The main lesson here, as The Atlantic’s Ronald Brownstein notes, is that Newsom’s campaign got laser focused on comparing him to the alternative rather than simply trying to run on the strength of the policies he has implemented as governor.
“Newsom has focused less on selling his accomplishments than on raising alarms that his Republican opponents will exacerbate the coronavirus pandemic by repealing the public-health protections, such as vaccine and mask mandates, that he has imposed to fight it,” writes Brownstein, noting that Newsom’s turnaround could serve as a “template” for Democrats in 2022.

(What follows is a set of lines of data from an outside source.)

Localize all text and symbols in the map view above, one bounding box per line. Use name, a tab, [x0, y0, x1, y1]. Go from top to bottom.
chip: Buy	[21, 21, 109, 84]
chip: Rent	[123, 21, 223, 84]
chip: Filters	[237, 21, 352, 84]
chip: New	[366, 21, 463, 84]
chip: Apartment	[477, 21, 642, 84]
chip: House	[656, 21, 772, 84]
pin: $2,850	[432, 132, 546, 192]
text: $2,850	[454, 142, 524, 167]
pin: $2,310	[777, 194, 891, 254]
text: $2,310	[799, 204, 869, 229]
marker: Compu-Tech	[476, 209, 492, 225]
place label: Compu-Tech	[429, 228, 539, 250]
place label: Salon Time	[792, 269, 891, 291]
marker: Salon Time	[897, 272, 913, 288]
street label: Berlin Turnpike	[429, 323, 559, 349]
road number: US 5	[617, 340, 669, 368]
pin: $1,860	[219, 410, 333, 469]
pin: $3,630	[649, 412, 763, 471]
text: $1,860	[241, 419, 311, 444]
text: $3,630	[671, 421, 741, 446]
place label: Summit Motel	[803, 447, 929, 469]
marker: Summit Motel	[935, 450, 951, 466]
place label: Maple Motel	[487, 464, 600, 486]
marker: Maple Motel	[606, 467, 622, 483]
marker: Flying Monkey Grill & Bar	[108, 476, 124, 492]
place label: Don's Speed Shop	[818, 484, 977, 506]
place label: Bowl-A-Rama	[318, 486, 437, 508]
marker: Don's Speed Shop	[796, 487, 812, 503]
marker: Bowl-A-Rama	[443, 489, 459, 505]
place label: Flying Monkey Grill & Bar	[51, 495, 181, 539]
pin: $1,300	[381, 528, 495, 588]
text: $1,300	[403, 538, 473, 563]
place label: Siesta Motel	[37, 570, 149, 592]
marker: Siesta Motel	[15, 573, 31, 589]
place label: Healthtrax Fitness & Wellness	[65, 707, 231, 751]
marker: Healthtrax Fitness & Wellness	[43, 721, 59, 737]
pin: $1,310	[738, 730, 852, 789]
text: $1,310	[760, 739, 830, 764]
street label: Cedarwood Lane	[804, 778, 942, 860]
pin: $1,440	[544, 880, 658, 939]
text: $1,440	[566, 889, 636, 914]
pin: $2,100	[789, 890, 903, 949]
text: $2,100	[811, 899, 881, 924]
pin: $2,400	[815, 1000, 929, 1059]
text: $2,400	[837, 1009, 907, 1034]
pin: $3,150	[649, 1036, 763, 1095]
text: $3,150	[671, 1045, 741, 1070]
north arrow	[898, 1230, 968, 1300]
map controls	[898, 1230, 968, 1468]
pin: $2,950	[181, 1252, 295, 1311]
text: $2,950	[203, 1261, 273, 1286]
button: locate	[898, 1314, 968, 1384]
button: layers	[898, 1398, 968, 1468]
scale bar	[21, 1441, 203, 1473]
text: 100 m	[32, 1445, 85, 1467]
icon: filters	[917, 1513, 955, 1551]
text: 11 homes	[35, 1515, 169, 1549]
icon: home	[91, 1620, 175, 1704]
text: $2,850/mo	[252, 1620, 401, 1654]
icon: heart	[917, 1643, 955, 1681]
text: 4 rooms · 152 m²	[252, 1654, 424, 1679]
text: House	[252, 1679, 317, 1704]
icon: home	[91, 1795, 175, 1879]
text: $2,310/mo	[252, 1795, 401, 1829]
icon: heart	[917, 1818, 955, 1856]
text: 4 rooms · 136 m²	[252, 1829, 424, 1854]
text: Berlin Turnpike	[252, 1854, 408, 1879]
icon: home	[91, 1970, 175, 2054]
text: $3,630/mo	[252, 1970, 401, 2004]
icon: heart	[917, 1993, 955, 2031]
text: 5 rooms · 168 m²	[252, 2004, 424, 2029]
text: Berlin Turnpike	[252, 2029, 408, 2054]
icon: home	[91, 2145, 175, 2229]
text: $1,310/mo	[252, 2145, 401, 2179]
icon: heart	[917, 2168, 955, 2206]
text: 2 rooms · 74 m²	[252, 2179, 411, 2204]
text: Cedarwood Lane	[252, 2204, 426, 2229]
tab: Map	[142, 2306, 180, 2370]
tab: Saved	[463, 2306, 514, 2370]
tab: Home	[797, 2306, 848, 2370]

Across the country in Virginia, veteran Democrat Terry McAuliffe is prosecuting a similar gubernatorial campaign against his Republican opponent Glenn Youngkin, whose attempt to run as a pragmatic businessman has been overwhelmed by the fringe politics of the GOP base he needs to win.
A recent McAuliffe ad opens with Youngkin declaring, “President Trump represents so much of why I’m running,” and then links their approach to the pandemic. The ad specifically blasts Youngkin for opposing vaccine mandates for healthcare workers and teachers while also rejecting masking requirements in schools.

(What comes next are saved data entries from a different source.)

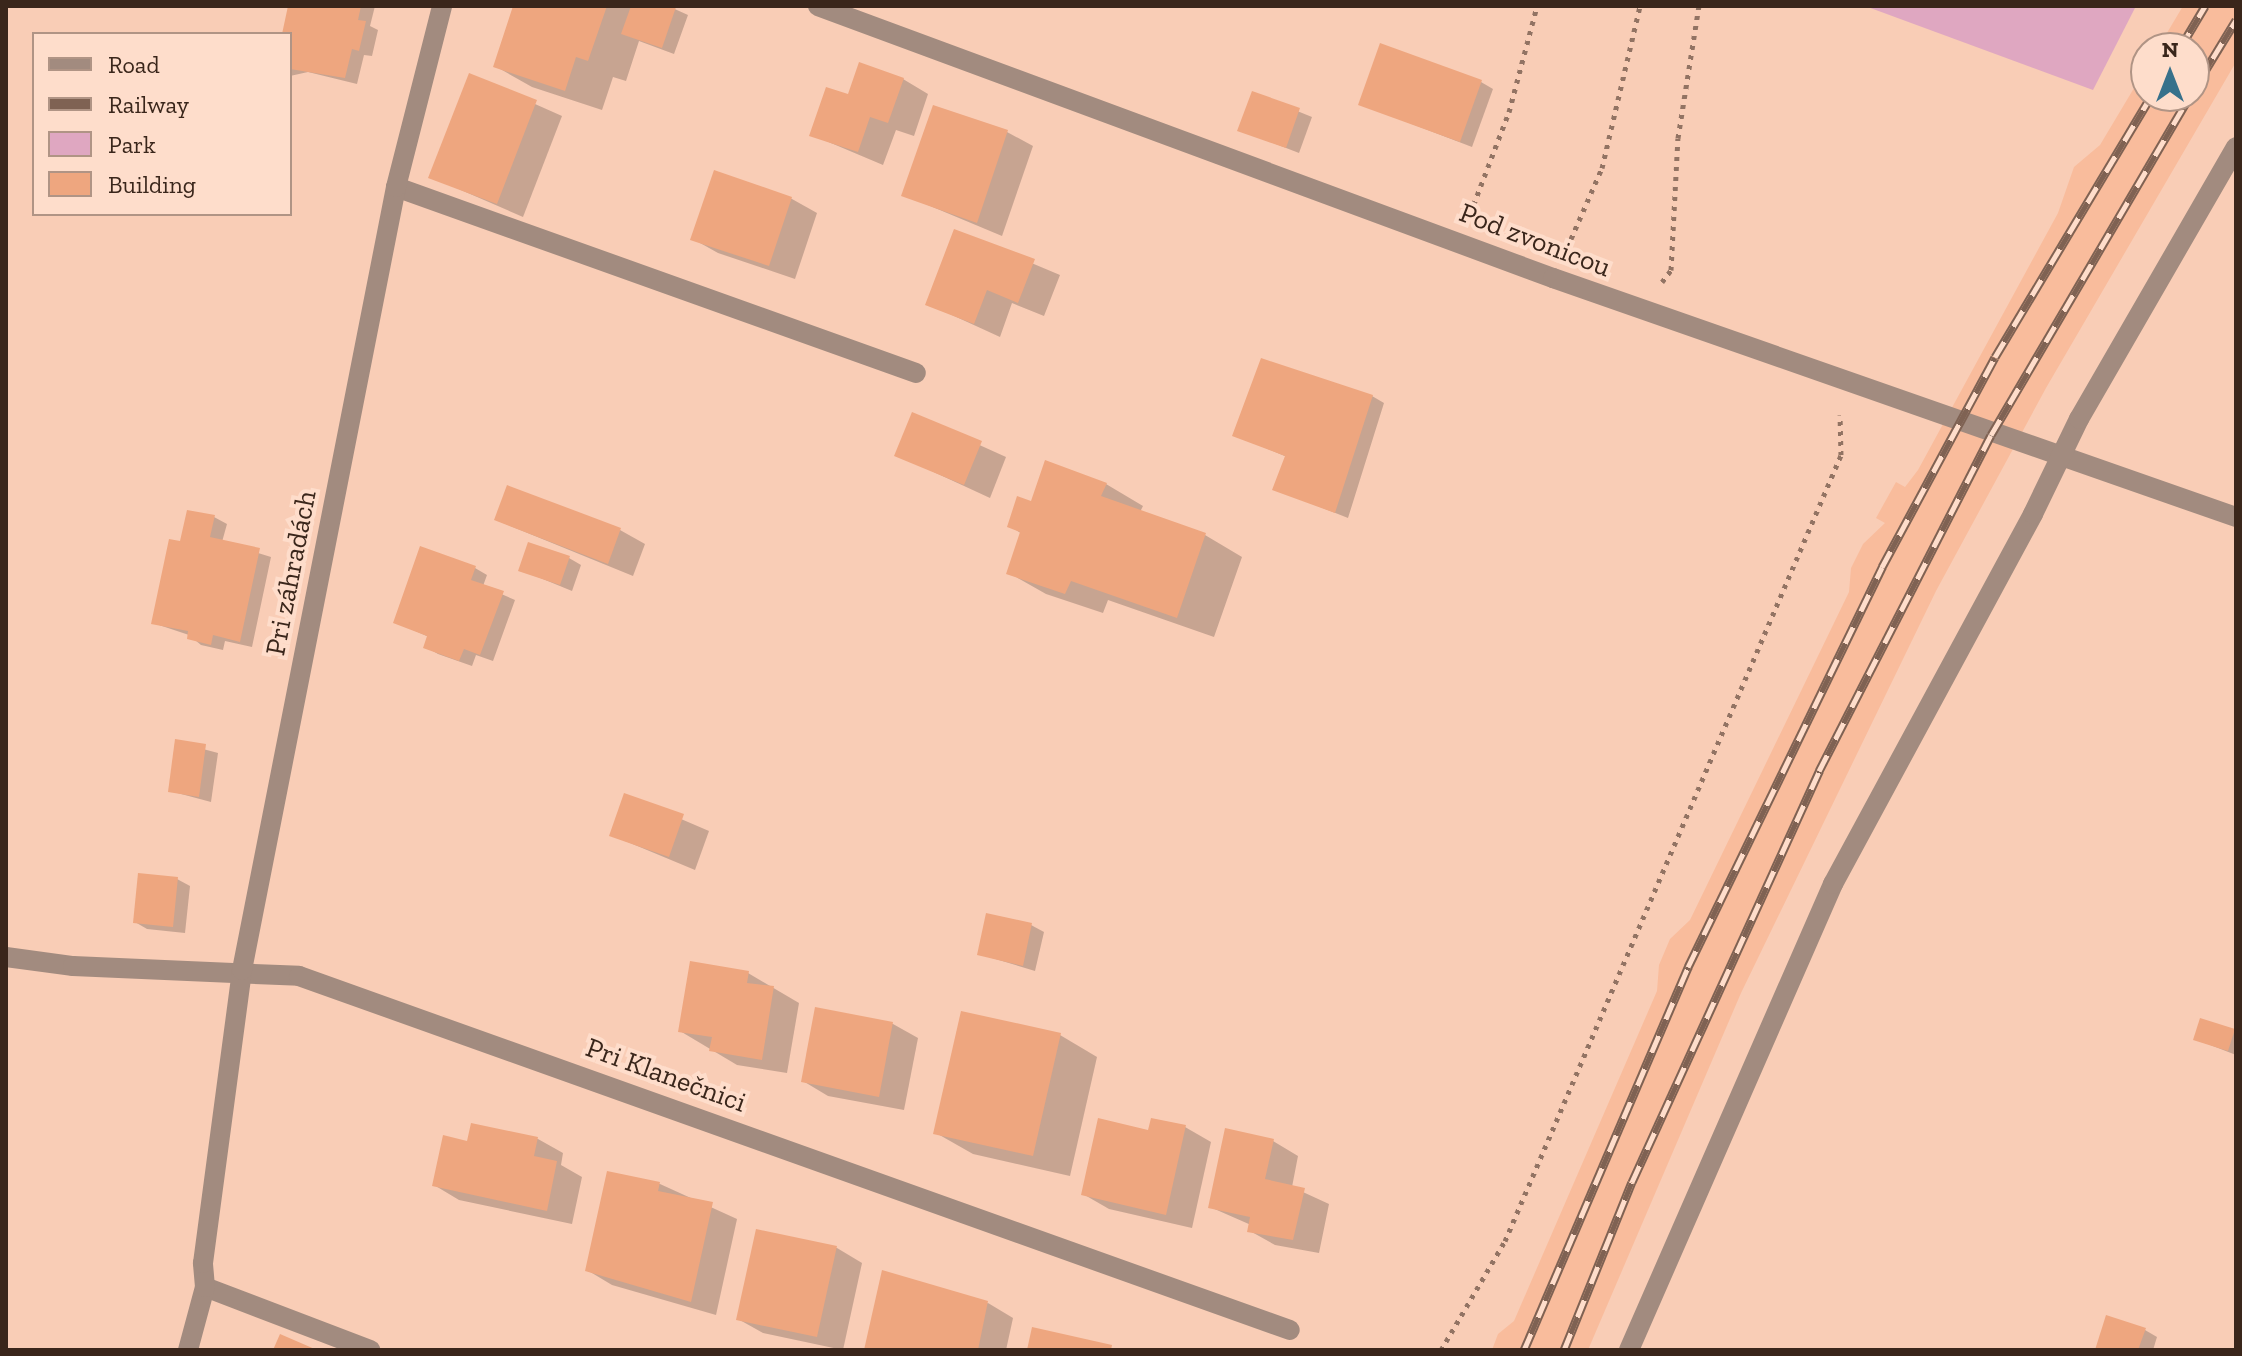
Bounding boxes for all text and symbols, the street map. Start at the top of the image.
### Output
legend [32,32,292,216]
north arrow [2130,32,2210,112]
text: N [2162,36,2178,63]
text: Road [108,50,160,79]
text: Railway [108,90,189,119]
text: Park [108,130,156,159]
text: Building [108,170,196,199]
street label: Pod zvonicou [1455,196,1615,284]
street label: Pri záhradách [259,488,323,658]
street label: Pri Klanečnici [581,1031,751,1119]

Both California and Virginia will provide an early test of what strategies Democrats should employ to safeguard their congressional majorities next year. In both cases, Newsom and McAuliffe have landed on contrasting their leadership with the fringe views of their opponents, often centering on their pandemic policies.
If Newsom makes a decisive comeback this month and McAuliffe prevails in November, Democrats will have a roadmap for maximizing turnout among the Democratic base—arguably the most decisive factor in any midterm cycle.

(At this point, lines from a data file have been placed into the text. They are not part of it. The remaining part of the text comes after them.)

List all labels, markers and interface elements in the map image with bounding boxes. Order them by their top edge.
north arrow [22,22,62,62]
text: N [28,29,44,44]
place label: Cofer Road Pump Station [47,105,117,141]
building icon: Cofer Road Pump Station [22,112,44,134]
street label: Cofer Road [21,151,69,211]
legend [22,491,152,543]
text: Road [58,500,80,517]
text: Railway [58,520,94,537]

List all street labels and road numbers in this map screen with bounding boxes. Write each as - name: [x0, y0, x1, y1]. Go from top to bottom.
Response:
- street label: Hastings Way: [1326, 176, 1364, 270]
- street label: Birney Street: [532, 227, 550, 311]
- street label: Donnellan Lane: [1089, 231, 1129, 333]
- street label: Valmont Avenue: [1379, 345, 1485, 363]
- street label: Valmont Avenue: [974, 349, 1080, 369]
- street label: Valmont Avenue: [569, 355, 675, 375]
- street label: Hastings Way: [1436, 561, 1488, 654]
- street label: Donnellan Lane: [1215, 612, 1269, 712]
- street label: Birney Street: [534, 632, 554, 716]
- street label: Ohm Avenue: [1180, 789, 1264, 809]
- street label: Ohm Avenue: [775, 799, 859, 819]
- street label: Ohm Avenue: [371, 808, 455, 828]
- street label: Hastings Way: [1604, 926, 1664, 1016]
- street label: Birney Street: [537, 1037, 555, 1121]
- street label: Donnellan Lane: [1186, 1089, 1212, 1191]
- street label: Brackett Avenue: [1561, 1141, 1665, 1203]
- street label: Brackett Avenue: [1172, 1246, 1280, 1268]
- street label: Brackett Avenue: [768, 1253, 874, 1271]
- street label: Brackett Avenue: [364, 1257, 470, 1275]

This week, President Biden made that contrast with Republicans clearer than ever. His bold initiatives to beat back the pandemic will undoubtedly save lives, but they also set up Democrats as the undeniable protectors of public health against a Republican party that is actively sabotaging it in favor of the so-called personal freedoms that endanger the greater good.
As I have been arguing for months, running on accomplishments—no matter how popular they are—won’t be enough for Democrats to prevail next year. Making the campaign a measure of how much Democrats delivered won’t be nearly as motivating to base voters as pounding home the mortal threat that Republicans pose to society.